Please restate each entry word for word.

-- Opening Marker --

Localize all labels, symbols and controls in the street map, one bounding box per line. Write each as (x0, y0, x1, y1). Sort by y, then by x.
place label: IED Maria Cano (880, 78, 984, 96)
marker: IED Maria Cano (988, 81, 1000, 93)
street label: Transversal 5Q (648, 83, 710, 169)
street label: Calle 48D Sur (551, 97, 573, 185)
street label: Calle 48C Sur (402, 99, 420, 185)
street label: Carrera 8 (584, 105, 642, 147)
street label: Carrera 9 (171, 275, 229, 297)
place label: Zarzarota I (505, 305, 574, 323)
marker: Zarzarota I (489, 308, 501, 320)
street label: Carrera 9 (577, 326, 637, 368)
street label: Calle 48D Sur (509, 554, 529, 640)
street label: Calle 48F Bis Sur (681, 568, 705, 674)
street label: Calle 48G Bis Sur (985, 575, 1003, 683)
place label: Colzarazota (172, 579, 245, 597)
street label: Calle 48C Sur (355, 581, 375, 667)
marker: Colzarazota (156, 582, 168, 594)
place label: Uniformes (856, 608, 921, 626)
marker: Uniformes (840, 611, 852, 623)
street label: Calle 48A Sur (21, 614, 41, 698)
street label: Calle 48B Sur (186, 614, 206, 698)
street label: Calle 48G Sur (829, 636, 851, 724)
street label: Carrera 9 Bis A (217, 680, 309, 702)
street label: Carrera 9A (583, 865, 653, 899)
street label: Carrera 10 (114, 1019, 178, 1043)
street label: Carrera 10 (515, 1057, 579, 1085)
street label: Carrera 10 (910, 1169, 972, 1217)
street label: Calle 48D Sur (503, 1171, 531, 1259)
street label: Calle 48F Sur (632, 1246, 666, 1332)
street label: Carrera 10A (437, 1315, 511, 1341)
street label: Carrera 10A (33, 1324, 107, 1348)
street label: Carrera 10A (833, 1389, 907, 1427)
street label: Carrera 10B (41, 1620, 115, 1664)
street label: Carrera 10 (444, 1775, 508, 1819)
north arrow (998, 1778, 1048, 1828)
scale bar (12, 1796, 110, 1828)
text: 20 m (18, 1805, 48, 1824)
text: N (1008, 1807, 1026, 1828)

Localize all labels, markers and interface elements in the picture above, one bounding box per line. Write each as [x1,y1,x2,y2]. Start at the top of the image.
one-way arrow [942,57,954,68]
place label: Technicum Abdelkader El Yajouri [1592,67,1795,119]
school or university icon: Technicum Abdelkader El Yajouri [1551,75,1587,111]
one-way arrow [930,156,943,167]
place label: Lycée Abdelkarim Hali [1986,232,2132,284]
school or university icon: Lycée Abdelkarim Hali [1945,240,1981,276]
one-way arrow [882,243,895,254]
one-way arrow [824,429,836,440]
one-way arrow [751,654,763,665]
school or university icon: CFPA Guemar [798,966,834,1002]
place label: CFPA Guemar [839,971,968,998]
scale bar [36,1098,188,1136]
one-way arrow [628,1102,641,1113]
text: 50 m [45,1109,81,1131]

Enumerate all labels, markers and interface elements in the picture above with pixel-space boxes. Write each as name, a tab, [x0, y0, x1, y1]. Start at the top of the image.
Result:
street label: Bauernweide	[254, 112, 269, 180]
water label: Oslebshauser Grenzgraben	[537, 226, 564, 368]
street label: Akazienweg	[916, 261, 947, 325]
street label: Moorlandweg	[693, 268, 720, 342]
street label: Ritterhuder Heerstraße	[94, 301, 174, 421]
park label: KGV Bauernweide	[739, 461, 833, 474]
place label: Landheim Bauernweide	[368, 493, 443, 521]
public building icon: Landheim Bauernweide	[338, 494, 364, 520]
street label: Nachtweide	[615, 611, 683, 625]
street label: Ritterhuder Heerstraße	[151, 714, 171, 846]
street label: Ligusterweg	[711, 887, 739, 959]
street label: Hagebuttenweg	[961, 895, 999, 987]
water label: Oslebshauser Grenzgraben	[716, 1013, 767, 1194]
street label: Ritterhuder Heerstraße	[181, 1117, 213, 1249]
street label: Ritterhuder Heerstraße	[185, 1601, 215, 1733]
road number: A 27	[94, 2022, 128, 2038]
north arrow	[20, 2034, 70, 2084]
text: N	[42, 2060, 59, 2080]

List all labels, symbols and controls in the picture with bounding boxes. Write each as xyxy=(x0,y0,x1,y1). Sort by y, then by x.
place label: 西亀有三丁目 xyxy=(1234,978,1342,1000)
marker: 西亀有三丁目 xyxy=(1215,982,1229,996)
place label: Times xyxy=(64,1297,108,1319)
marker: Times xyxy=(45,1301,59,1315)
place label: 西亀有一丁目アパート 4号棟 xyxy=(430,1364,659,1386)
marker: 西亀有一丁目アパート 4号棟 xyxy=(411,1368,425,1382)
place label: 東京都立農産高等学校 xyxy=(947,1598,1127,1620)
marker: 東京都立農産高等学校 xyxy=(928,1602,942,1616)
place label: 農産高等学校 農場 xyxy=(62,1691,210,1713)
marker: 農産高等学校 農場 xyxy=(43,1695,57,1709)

-- Closing Marker --

■ **OUTPUT FOR THIS TASK**:
Localize all labels, symbols and controls in the street map, one bounding box per line. Write each as (x0, y0, x1, y1). Sort by y, then by x.
place label: IED Maria Cano (880, 78, 984, 96)
marker: IED Maria Cano (988, 81, 1000, 93)
street label: Transversal 5Q (648, 83, 710, 169)
street label: Calle 48D Sur (551, 97, 573, 185)
street label: Calle 48C Sur (402, 99, 420, 185)
street label: Carrera 8 (584, 105, 642, 147)
street label: Carrera 9 (171, 275, 229, 297)
place label: Zarzarota I (505, 305, 574, 323)
marker: Zarzarota I (489, 308, 501, 320)
street label: Carrera 9 (577, 326, 637, 368)
street label: Calle 48D Sur (509, 554, 529, 640)
street label: Calle 48F Bis Sur (681, 568, 705, 674)
street label: Calle 48G Bis Sur (985, 575, 1003, 683)
place label: Colzarazota (172, 579, 245, 597)
street label: Calle 48C Sur (355, 581, 375, 667)
marker: Colzarazota (156, 582, 168, 594)
place label: Uniformes (856, 608, 921, 626)
marker: Uniformes (840, 611, 852, 623)
street label: Calle 48A Sur (21, 614, 41, 698)
street label: Calle 48B Sur (186, 614, 206, 698)
street label: Calle 48G Sur (829, 636, 851, 724)
street label: Carrera 9 Bis A (217, 680, 309, 702)
street label: Carrera 9A (583, 865, 653, 899)
street label: Carrera 10 (114, 1019, 178, 1043)
street label: Carrera 10 (515, 1057, 579, 1085)
street label: Carrera 10 (910, 1169, 972, 1217)
street label: Calle 48D Sur (503, 1171, 531, 1259)
street label: Calle 48F Sur (632, 1246, 666, 1332)
street label: Carrera 10A (437, 1315, 511, 1341)
street label: Carrera 10A (33, 1324, 107, 1348)
street label: Carrera 10A (833, 1389, 907, 1427)
street label: Carrera 10B (41, 1620, 115, 1664)
street label: Carrera 10 (444, 1775, 508, 1819)
north arrow (998, 1778, 1048, 1828)
scale bar (12, 1796, 110, 1828)
text: 20 m (18, 1805, 48, 1824)
text: N (1008, 1807, 1026, 1828)

Localize all labels, markers and interface elements in the picture above, one bounding box per line. Write each as [x1,y1,x2,y2]. Start at the top of the image.
one-way arrow [942,57,954,68]
place label: Technicum Abdelkader El Yajouri [1592,67,1795,119]
school or university icon: Technicum Abdelkader El Yajouri [1551,75,1587,111]
one-way arrow [930,156,943,167]
place label: Lycée Abdelkarim Hali [1986,232,2132,284]
school or university icon: Lycée Abdelkarim Hali [1945,240,1981,276]
one-way arrow [882,243,895,254]
one-way arrow [824,429,836,440]
one-way arrow [751,654,763,665]
school or university icon: CFPA Guemar [798,966,834,1002]
place label: CFPA Guemar [839,971,968,998]
scale bar [36,1098,188,1136]
one-way arrow [628,1102,641,1113]
text: 50 m [45,1109,81,1131]

Enumerate all labels, markers and interface elements in the picture above with pixel-space boxes. Write each as name, a tab, [x0, y0, x1, y1]. Start at the top of the image.
Result:
street label: Bauernweide	[254, 112, 269, 180]
water label: Oslebshauser Grenzgraben	[537, 226, 564, 368]
street label: Akazienweg	[916, 261, 947, 325]
street label: Moorlandweg	[693, 268, 720, 342]
street label: Ritterhuder Heerstraße	[94, 301, 174, 421]
park label: KGV Bauernweide	[739, 461, 833, 474]
place label: Landheim Bauernweide	[368, 493, 443, 521]
public building icon: Landheim Bauernweide	[338, 494, 364, 520]
street label: Nachtweide	[615, 611, 683, 625]
street label: Ritterhuder Heerstraße	[151, 714, 171, 846]
street label: Ligusterweg	[711, 887, 739, 959]
street label: Hagebuttenweg	[961, 895, 999, 987]
water label: Oslebshauser Grenzgraben	[716, 1013, 767, 1194]
street label: Ritterhuder Heerstraße	[181, 1117, 213, 1249]
street label: Ritterhuder Heerstraße	[185, 1601, 215, 1733]
road number: A 27	[94, 2022, 128, 2038]
north arrow	[20, 2034, 70, 2084]
text: N	[42, 2060, 59, 2080]

List all labels, symbols and controls in the picture with bounding boxes. Write each as xyxy=(x0,y0,x1,y1). Sort by y, then by x.
place label: 西亀有三丁目 xyxy=(1234,978,1342,1000)
marker: 西亀有三丁目 xyxy=(1215,982,1229,996)
place label: Times xyxy=(64,1297,108,1319)
marker: Times xyxy=(45,1301,59,1315)
place label: 西亀有一丁目アパート 4号棟 xyxy=(430,1364,659,1386)
marker: 西亀有一丁目アパート 4号棟 xyxy=(411,1368,425,1382)
place label: 東京都立農産高等学校 xyxy=(947,1598,1127,1620)
marker: 東京都立農産高等学校 xyxy=(928,1602,942,1616)
place label: 農産高等学校 農場 xyxy=(62,1691,210,1713)
marker: 農産高等学校 農場 xyxy=(43,1695,57,1709)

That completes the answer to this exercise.